Work order: Omit images. Retype all entries verbatim.

==============================

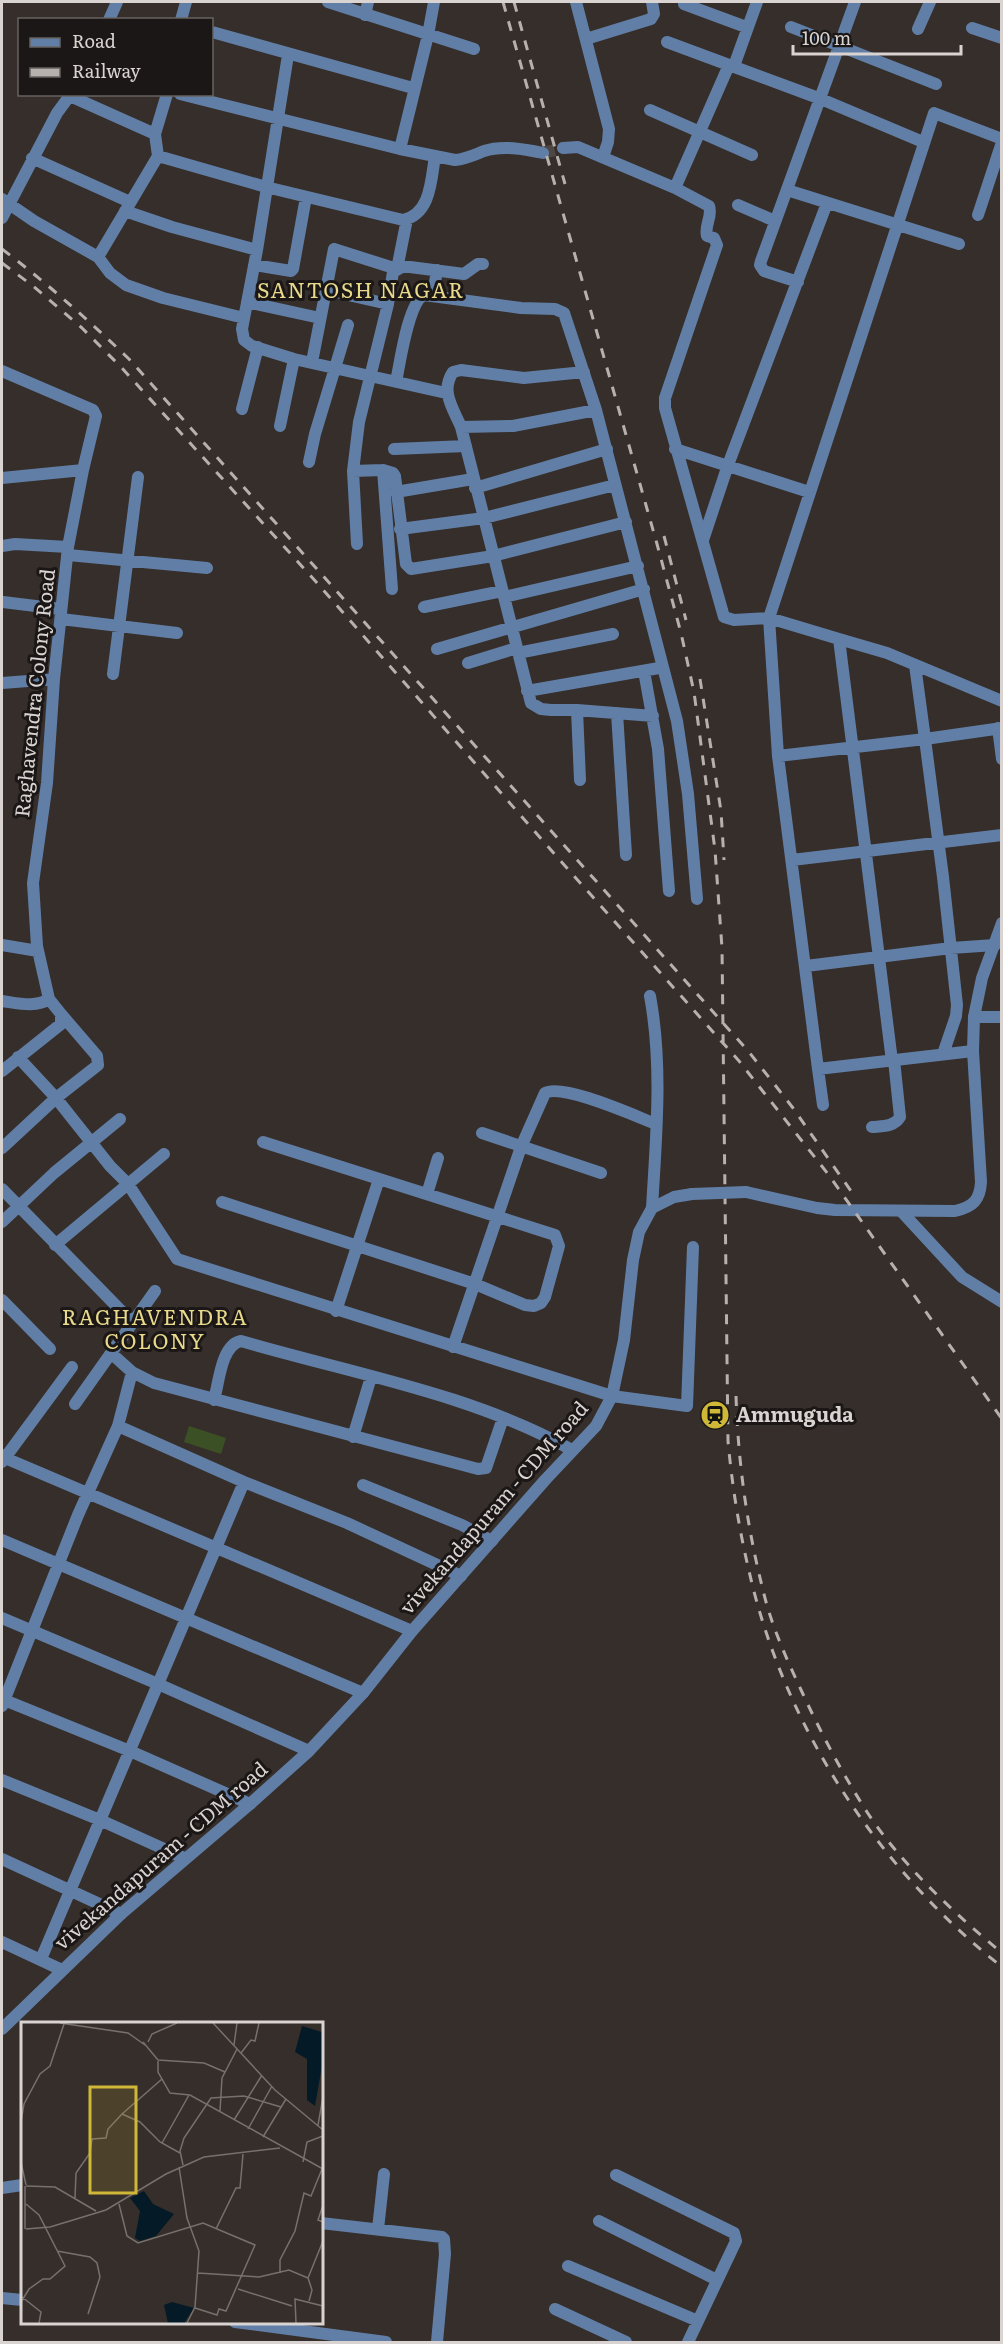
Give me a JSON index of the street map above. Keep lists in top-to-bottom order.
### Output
{
  "streets": {
    "street": ["Raghavendra Colony Road", "vivekandapuram - CDM road"]
  },
  "districts": ["SANTOSH NAGAR", "RAGHAVENDRA COLONY"],
  "places": {
    "station": ["Ammuguda"]
  },
  "legend": ["Road", "Railway"],
  "scale_bar": "100 m"
}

==============================

Written solution:
Give me a JSON index of the street map above. Keep lists in top-to-bottom order.
### Output
{
  "streets": {
    "street": ["Raghavendra Colony Road", "vivekandapuram - CDM road"]
  },
  "districts": ["SANTOSH NAGAR", "RAGHAVENDRA COLONY"],
  "places": {
    "station": ["Ammuguda"]
  },
  "legend": ["Road", "Railway"],
  "scale_bar": "100 m"
}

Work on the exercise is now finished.